Why is it best to use a prime number as a mod in a hashing function?

Question

If I have a list of key values from 1 to 100 and I want to organize them in an array of 11 buckets, I've been taught to form a mod function

$$ H = k \bmod \ 11$$

Now all the values will be placed one after another in 9 rows. For example, in the first bucket there will be $0, 11, 22 \dots$. In the second, there will be $1, 12, 23 \dots$ etc.

Let's say I decided to be a bad boy and use a non-prime as my hashing function - take 12. Using the Hashing function

$$ H = k \bmod \ 12$$

would result in a hash table with values $0, 12, 24 \dots $ in the first bucket, $1, 13, 25 \dots$ etc. in the second and so on.

Essentially they are the same thing. I didn't reduce collisions and I didn't spread things out any better by using the prime number hash code and I can't see how it is ever beneficial.

Answer 1

Consider the set of keys $K=\{0,1,...,100\}$ and a hash table where the number of buckets is $m=12$. Since $3$ is a factor of $12$, the keys that are multiples of $3$ will be hashed to buckets that are multiples of $3$:

• Keys $\{0,12,24,36,...\}$ will be hashed to bucket $0$.
• Keys $\{3,15,27,39,...\}$ will be hashed to bucket $3$.
• Keys $\{6,18,30,42,...\}$ will be hashed to bucket $6$.
• Keys $\{9,21,33,45,...\}$ will be hashed to bucket $9$.

If $K$ is uniformly distributed (i.e., every key in $K$ is equally likely to occur), then the choice of $m$ is not so critical. But, what happens if $K$ is not uniformly distributed? Imagine that the keys that are most likely to occur are the multiples of $3$. In this case, all of the buckets that are not multiples of $3$ will be empty with high probability (which is really bad in terms of hash table performance).

This situation is more common that it may seem. Imagine, for instance, that you are keeping track of objects based on where they are stored in memory. If your computer's word size is four bytes, then you will be hashing keys that are multiples of $4$. Needless to say that choosing $m$ to be a multiple of $4$ would be a terrible choice: you would have $3m/4$ buckets completely empty, and all of your keys colliding in the remaining $m/4$ buckets.

In general:

Every key in $K$ that shares a common factor with the number of buckets $m$ will be hashed to a bucket that is a multiple of this factor.
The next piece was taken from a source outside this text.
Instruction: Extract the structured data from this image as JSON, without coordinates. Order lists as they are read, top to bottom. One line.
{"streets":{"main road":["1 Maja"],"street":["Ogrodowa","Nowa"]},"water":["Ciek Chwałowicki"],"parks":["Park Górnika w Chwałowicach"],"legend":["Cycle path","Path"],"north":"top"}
Therefore, to minimize collisions, it is important to reduce the number of common factors between $m$ and the elements of $K$. How can this be achieved? By choosing $m$ to be a number that has very few factors: a prime number.

Answer 2

Whether a collision is less likely using primes depends on the distribution of your keys.

If many of your keys have the form $a+k\cdot b$ and your hash function is $H(n)=n \bmod m$, then these keys go to a small subset of the buckets iff $b$ divides $n$. So you should minimize the number of such $b$, which can be achieved by choosing a prime.

If on the other hand you like to have $11$ to $12$ buckets and you know that differences which are multiples of $11$ are more likely than differences which are multiples of $2$ and $3$, you may choose $12$ for your very special application.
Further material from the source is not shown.